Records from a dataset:
■ ■ ■

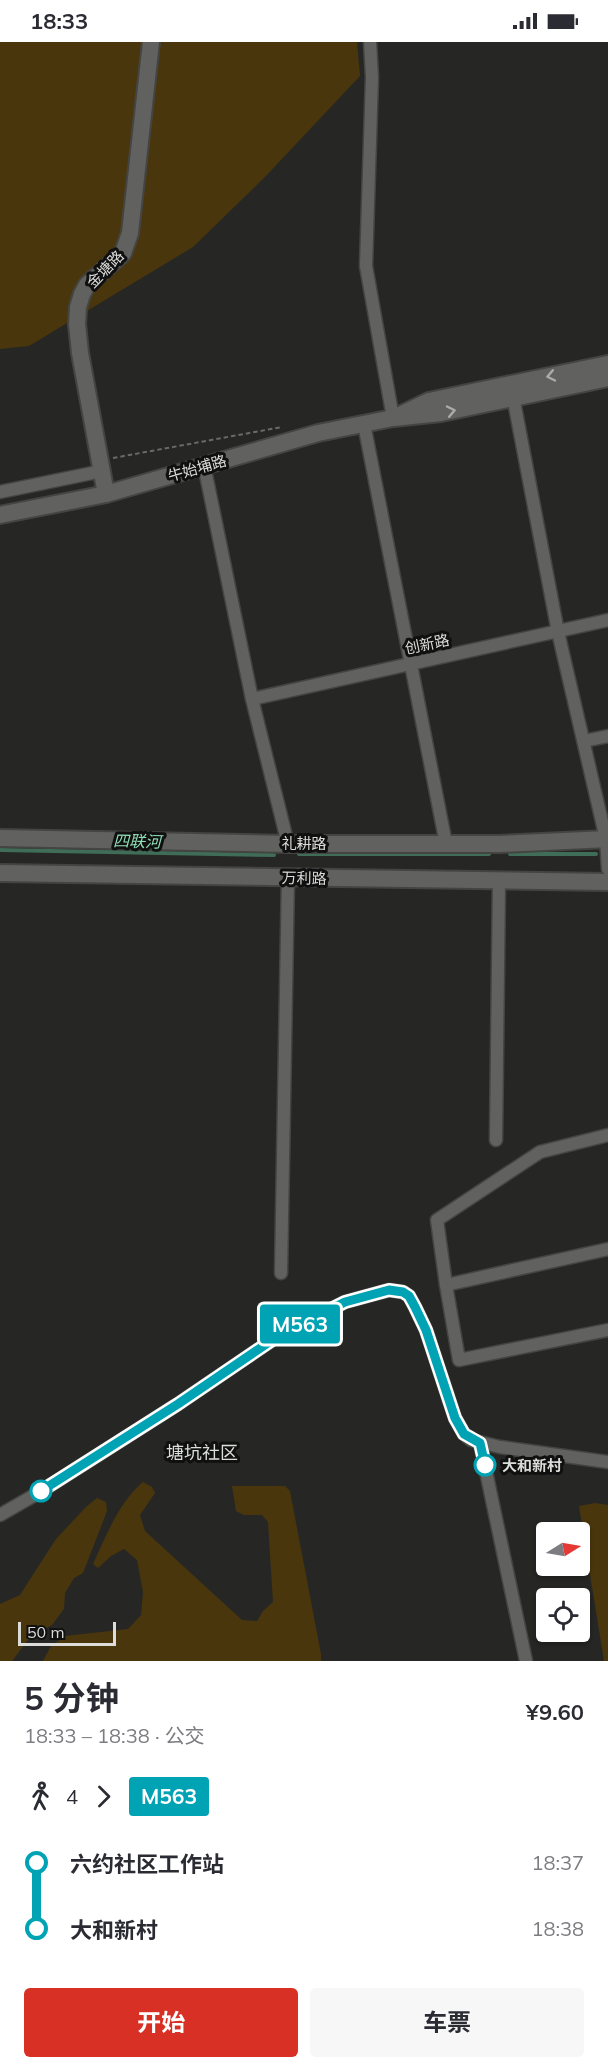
<!DOCTYPE html>
<html lang="zh">
<head>
<meta charset="utf-8">
<style>
	body { margin:0; font-family:Mulish,"Noto Sans SC",sans-serif; background:#f7f7f7; color:#2b2b33; height:100vh; display:flex; flex-direction:column; font-size:22px; white-space:nowrap }
	* { box-sizing:border-box; margin:0 }
	p { font-size:20px; color:#7c7c81 }
	.icon { flex:none; width:33px; height:33px; fill:none; stroke:currentColor; stroke-width:2; stroke-linecap:round; stroke-linejoin:round }
	.map { position:relative; height:1619px; overflow:hidden }
	.side { display:flex; flex-direction:column; background:#fff; flex:1 }
	.side>* { flex:none }
	.badge { padding:0 12px; border-radius:4px; font-size:21px; line-height:39px }
	.needle { width:39px; rotate:79deg }
	.buttons { position:absolute; left:536px; top:1480px; display:grid; gap:12px }
	.buttons a { display:grid; place-items:center; width:54px; height:54px; border-radius:6px; background:#fff; box-shadow:0 2px 4px #0004; font-size:30px }
	.scale { position:absolute; left:18px; bottom:15px; width:98px; box-sizing:border-box; padding-left:6px; border:3px solid #dcdddb; border-top:0; font-size:16px; line-height:21px; white-space:nowrap; color:#dcdddb; -webkit-text-stroke:4px #0f100f; paint-order:stroke }
	.map>.badge { position:absolute; translate:-50% -50%; box-shadow:0 0 0 3px #fff }
	.legs { display:flex; align-items:center; gap:9px; height:66px; padding:0 24px; font-size:20px }
	.legs p { margin-inline-start:auto }
	.summary { display:flex; align-items:center; justify-content:space-between; height:102px; padding:0 24px }
	h1 { font-size:33px; font-weight:700; line-height:45px }
	.button { display:flex; gap:12px; margin-top:auto; padding:12px 24px }
	.button a { flex:1; height:69px; border-radius:6px; background:#d93025; color:#fff; font-size:24px; font-weight:700; line-height:69px; text-align:center }
	.button a+a { background:#f7f7f7; color:#2b2b33 }
	ul { padding:0 24px; list-style:none }
	li { display:flex; align-items:center; gap:21px; height:66px; font-size:22px }
	li i { display:grid; place-items:center; width:9px; height:100%; margin:0 8px; background:currentColor }
	li i::after { content:''; width:15px; height:15px; margin:-8px; border:4px solid; border-radius:50%; background:#fff }
	li p { margin-inline-start:auto }
	li:first-child i { background:linear-gradient(#0000 50%,currentColor 0) }
	li:last-child i { background:linear-gradient(currentColor 50%,#0000 0) }
	.status { display:flex; justify-content:space-between; align-items:center; height:42px; padding:0 30px; background:#fff; direction:ltr }
	.status svg { height:16px; fill:currentColor }
	.map>svg:first-child { display:block }
</style>
</head>
<body>
<div class="status"><b>18:33</b><svg viewBox="0 0 49 12"><path d="M0 12V9h3v3zM5 12V6h3v6zM10 12V3h3v9zM15 12V0h3v12zM26 1h20v11H26zM47 4h2v5h-2z"/></svg></div>
<div class="map">
<svg width="608" height="1619" viewBox="0 0 608 1619">
	<rect width="100%" height="100%" fill="#262724"/>
	<!-- green -->
	<g fill="#4a360d">
		<path d="M 0,0 L 357,0 L 360,34 L 264,136 L 193,205 L 29,304 L 0,307 Z"/>
		<path d="M 143,1440 L 152,1445 L 155,1451 L 140,1473 L 145,1489 L 242,1578 L 257,1579 L 263,1569 L 273,1560 L 268,1480 L 262,1473 L 244,1473 L 236,1469 L 232,1444 L 285,1444 L 290,1449 L 321,1612 L 321,1619 L 43,1619 L 51,1604 L 65,1594 L 128,1587 L 141,1573 L 143,1550 L 137,1518 L 124,1507 L 111,1514 L 98,1526 L 93,1522 C 106,1494 119,1460 143,1440 Z"/>
		<path d="M 97,1456 L 106,1460 L 107,1469 L 83,1531 L 74,1536 L 65,1551 L 64,1567 L 52,1583 L 31,1594 L 12,1619 L 0,1619 L 0,1562 L 20,1553 L 56,1497 L 86,1465 Z"/>
		<path d="M 595,1461 L 608,1463 L 608,1619 L 604,1619 L 579,1464 Z"/>
	</g>
	<g fill="none" stroke-linecap="round" stroke-linejoin="round">
		<!-- stream -->
		<g stroke="#3f6d57" stroke-width="4">
			<path d="M 0,808 L 274,813"/>
			<path d="M 299,812 L 489,812"/>
			<path d="M 510,812 L 596,812"/>
		</g>
		<defs>
			<g id="street">
				<path d="M 370,0 L 372,35 L 366,224 L 393,376"/>
				<path d="M 512,349 L 558,590 L 606,797 L 608,827"/>
				<path d="M 364,382 L 446,802"/>
				<path d="M 204,423 L 252,657 L 288,802"/>
				<path d="M 0,450 L 102,429"/>
				<path d="M 252,657 L 608,578"/>
				<path d="M 584,699 L 608,694"/>
				<path d="M 608,1093 L 540,1110 L 437,1178 L 446,1243 L 459,1318 L 608,1288"/>
				<path d="M 496,1098 L 499,838"/>
				<path d="M 281,1231 L 288,835"/>
				<path d="M 446,1243 L 608,1207"/>
				<path d="M 480,1401 L 526,1619"/>
				<path d="M 0,1473 L 40,1450 L 178,1362 L 281,1292 L 345,1260 L 389,1248 L 403,1250 L 409,1254 L 415,1265 L 426,1288 L 455,1376 L 464,1392 L 471,1398 L 500,1405 L 608,1420"/>
			</g>
			<g id="secondary">
				<path d="M 400,373 L 429,359 L 608,322"/>
				<path d="M 106,452 L 80,311 L 77,282 L 78,265 L 82,252 L 87,243 L 123,211 L 130,191 L 151,0"/>
				<path d="M 0,473 L 106,452 L 318,391 L 393,376 L 441,371 L 608,336"/>
				<path d="M 0,796 L 288,802 L 500,802 L 608,797"/>
				<path d="M 0,831 L 608,840"/>
			</g>
		</defs>
		<!-- street casing -->
		<use href="#street" stroke="#444543" stroke-width="15"/>
		<!-- secondary casing -->
		<use href="#secondary" stroke="#444543" stroke-width="20"/>
		<!-- path -->
		<path stroke="#696a67" stroke-width="2" stroke-dasharray="4.5 3" stroke-linecap="butt" d="M 113,416 L 282,385"/>
		<!-- street -->
		<use href="#street" stroke="#61625f" stroke-width="12"/>
		<!-- secondary -->
		<use href="#secondary" stroke="#61625f" stroke-width="16"/>
	</g>
	<!-- one-way arrows -->
	<defs><path id="oneway-chevron" d="M-2-3.5L2.5 0L-2 3.5" fill="none" stroke-width="1.6" stroke-linecap="round" stroke-linejoin="round" transform="scale(1.5)"/></defs>
	<g stroke="#abaca9">
		<use href="#oneway-chevron" transform="translate(551 334) rotate(168)"/>
		<use href="#oneway-chevron" transform="translate(451 369) rotate(-12)"/>
	</g>
	<g fill="none" stroke-linecap="round" stroke-linejoin="round">
		<defs>
			<path id="line-1" d="M 41,1449 L 178,1362 L 281,1292 L 345,1260 L 389,1248 L 403,1250 L 409,1254 L 415,1265 L 426,1288 L 455,1376 L 464,1392 L 480,1401 L 485,1423"/>
		</defs>
		<!-- line-1 casing -->
		<use href="#line-1" stroke="#fff" stroke-width="14"/>
		<!-- line-1 -->
		<use href="#line-1" stroke="#00a3b4" stroke-width="9"/>
	</g>
	<!-- markers -->
	<g fill="#fff" stroke="#00a3b4" stroke-width="3">
		<circle cx="485" cy="1423" r="10"/>
		<circle cx="41" cy="1449" r="10"/>
	</g>
	<g text-anchor="middle" dominant-baseline="central" stroke-width="6" stroke-linejoin="round" paint-order="stroke">
		<!-- street labels -->
		<g font-size="15" fill="#dcdddb" stroke="#0f100f">
			<text transform="translate(105 227) rotate(-46)">金塘路</text>
			<text transform="translate(197 426) rotate(-16)">牛始埔路</text>
			<text transform="translate(427 602) rotate(-12)">创新路</text>
			<text x="304" y="801">礼耕路</text>
			<text transform="translate(304 836) rotate(1)">万利路</text>
		</g>
		<!-- stop labels -->
		<g font-size="15" font-weight="bold" fill="#dcdddb" stroke="#0f100f" text-anchor="start">
			<text x="502" y="1423">大和新村</text>
		</g>
		<!-- water labels -->
		<g font-size="16" font-style="italic" fill="#91deb7" stroke="#0f100f">
			<text transform="translate(137 799) rotate(1)">四联河</text>
		</g>
		<!-- quarter labels -->
		<g font-size="18" fill="#dcdeda" stroke="#0f100f">
			<text x="202" y="1410">塘坑社区</text>
		</g>
	</g>
</svg>
<div class="buttons">
<a><svg class="needle" viewBox="-14 -14 28 28"><path d="M0-13l5 13h-10z" fill="#e53935"/><path d="M0 13l5-13h-10z" fill="#7c7c81"/></svg></a>
<a><svg class="icon" aria-label="locate" viewBox="0 0 24 24"><circle cx="12" cy="12" r="6"/><path d="M12 2v4M12 18v4M2 12h4M18 12h4"/></svg></a>
</div>
<div class="scale">50 m</div>
<b class="badge" style="left:300px;top:1282px;background:#00a3b4;color:#fff">M563</b>
</div>
<section class="side">
<div class="summary"><div><h1>5 分钟</h1><p>18:33 – 18:38 · 公交</p></div><b>¥9.60</b></div>
<div class="legs"><svg class="icon" aria-label="walk" viewBox="0 0 24 24"><circle cx="13" cy="4" r="2"/><path d="M13 8l-2 6 4 7M11 14l-3 7M7 12l3-4h3l4 4"/></svg>4<svg class="icon" aria-label="forward" viewBox="0 0 24 24"><path d="M9 5l7 7-7 7"/></svg><b class="badge" style="background:#00a3b4;color:#fff">M563</b></div>
<ul>
<li><i style="color:#00a3b4"></i><b>六约社区工作站</b><p>18:37</p></li>
<li><i style="color:#00a3b4"></i><b>大和新村</b><p>18:38</p></li>
</ul>
<div class="button"><a>开始</a><a>车票</a></div>
</section>
</body>
</html>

■ ■ ■

### WHAT YOU NEED TO DO
Where a line of the records holds the word "inline", copy that line.

### TASK OUTPUT
	.legs p { margin-inline-start:auto }
	li p { margin-inline-start:auto }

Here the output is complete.